_Collected data:_

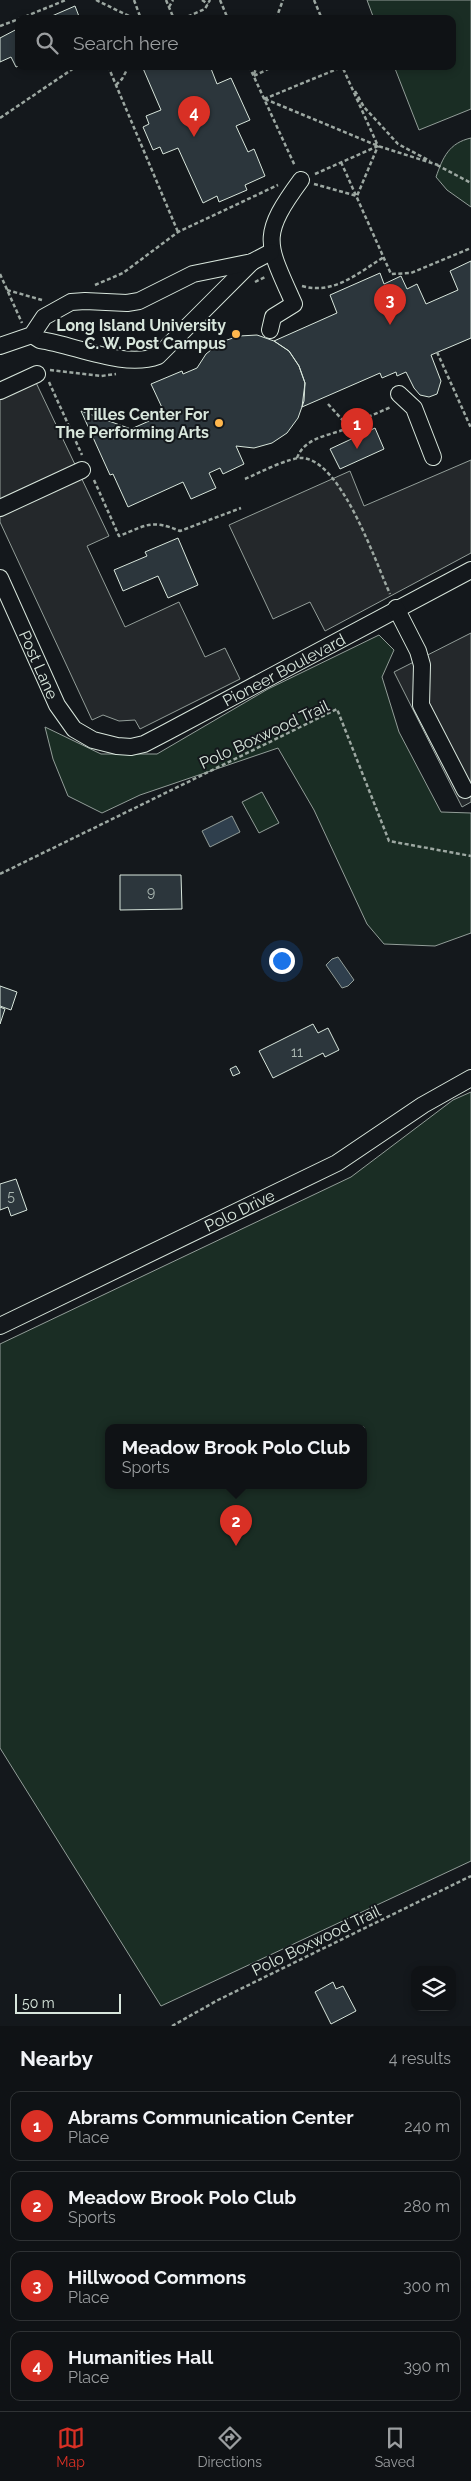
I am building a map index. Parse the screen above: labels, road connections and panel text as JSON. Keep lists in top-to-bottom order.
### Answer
{
  "streets": {
    "street": ["Post Lane", "Pioneer Boulevard", "Polo Drive"],
    "path": ["Polo Boxwood Trail"]
  },
  "crossings": [
    ["Post Lane", "Pioneer Boulevard"]
  ],
  "places": ["Long Island University C. W. Post Campus", "Tilles Center For The Performing Arts"],
  "house_numbers": ["9", "11", "5"],
  "scale_bar": "50 m",
  "page": {
    "search": "Search here",
    "pins": [
      "4",
      "3",
      "1",
      "2"
    ],
    "popup": ["Meadow Brook Polo Club", "Sports"],
    "scale": "50 m",
    "heading": ["Nearby", "4 results"],
    "list": [
      {
        "mark": "1",
        "name": "Abrams Communication Center",
        "note": "Place",
        "value": "240 m"
      },
      {
        "mark": "2",
        "name": "Meadow Brook Polo Club",
        "note": "Sports",
        "value": "280 m"
      },
      {
        "mark": "3",
        "name": "Hillwood Commons",
        "note": "Place",
        "value": "300 m"
      },
      {
        "mark": "4",
        "name": "Humanities Hall",
        "note": "Place",
        "value": "390 m"
      }
    ],
    "nav": ["Map", "Directions", "Saved"]
  }
}
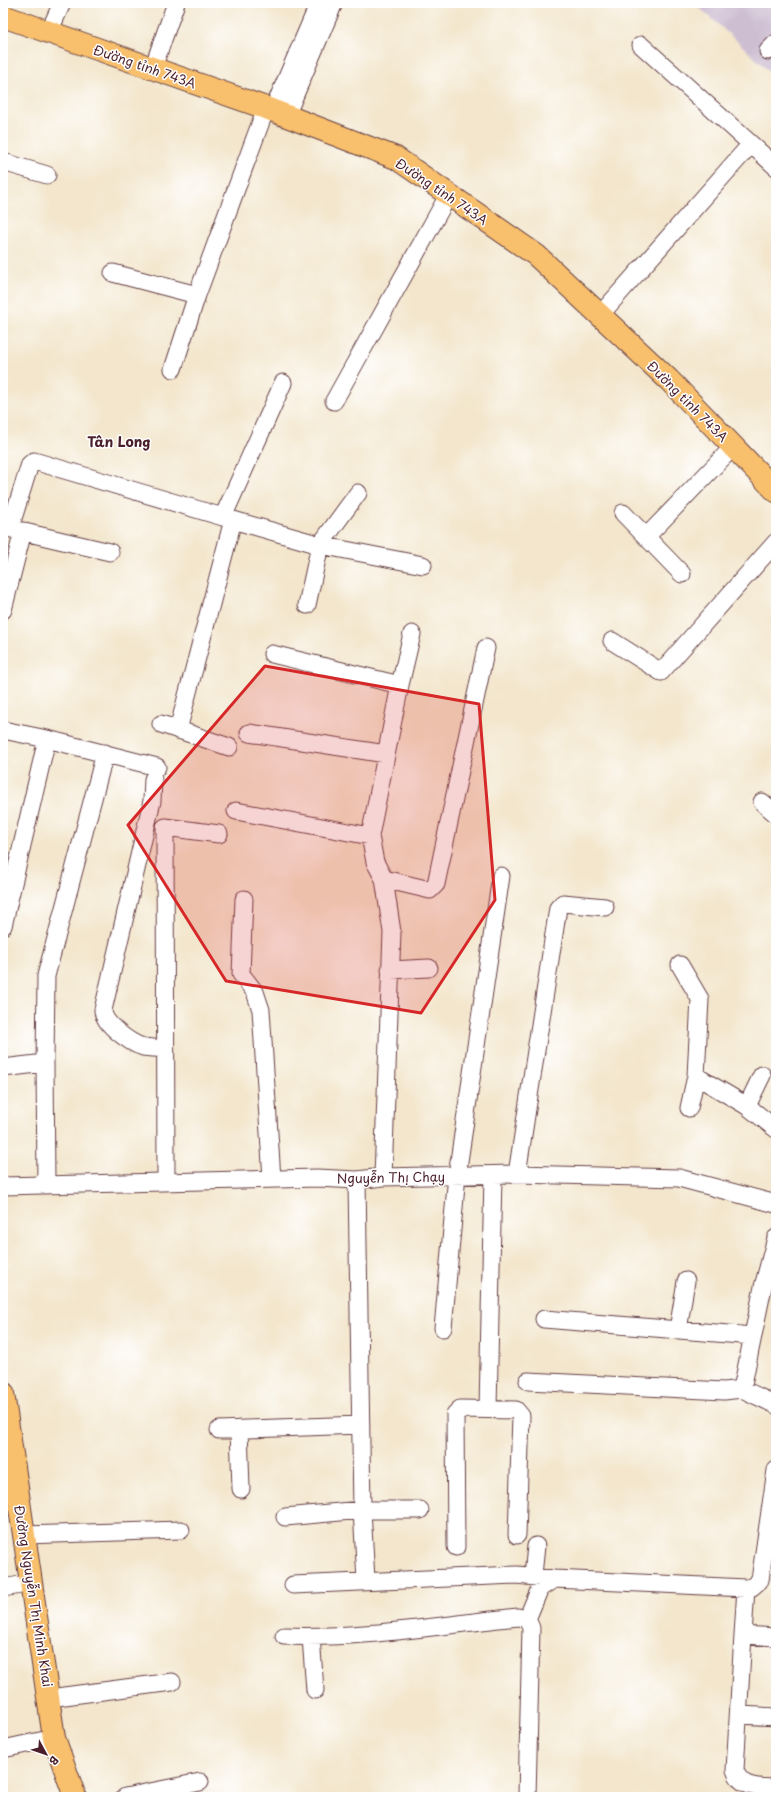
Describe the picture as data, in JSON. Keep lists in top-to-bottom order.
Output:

_DIRECTIONS FOR THIS TASK:_ Repeat all entries exactly, pictures excluded.

_COMPLETED EXERCISE:_
I am building a map index. Parse the screen above: labels, road connections and panel text as JSON. Keep lists in top-to-bottom order.
### Answer
{
  "streets": {
    "street": ["Post Lane", "Pioneer Boulevard", "Polo Drive"],
    "path": ["Polo Boxwood Trail"]
  },
  "crossings": [
    ["Post Lane", "Pioneer Boulevard"]
  ],
  "places": ["Long Island University C. W. Post Campus", "Tilles Center For The Performing Arts"],
  "house_numbers": ["9", "11", "5"],
  "scale_bar": "50 m",
  "page": {
    "search": "Search here",
    "pins": [
      "4",
      "3",
      "1",
      "2"
    ],
    "popup": ["Meadow Brook Polo Club", "Sports"],
    "scale": "50 m",
    "heading": ["Nearby", "4 results"],
    "list": [
      {
        "mark": "1",
        "name": "Abrams Communication Center",
        "note": "Place",
        "value": "240 m"
      },
      {
        "mark": "2",
        "name": "Meadow Brook Polo Club",
        "note": "Sports",
        "value": "280 m"
      },
      {
        "mark": "3",
        "name": "Hillwood Commons",
        "note": "Place",
        "value": "300 m"
      },
      {
        "mark": "4",
        "name": "Humanities Hall",
        "note": "Place",
        "value": "390 m"
      }
    ],
    "nav": ["Map", "Directions", "Saved"]
  }
}
Describe the picture as data, in JSON. Keep lists in top-to-bottom order.
Output:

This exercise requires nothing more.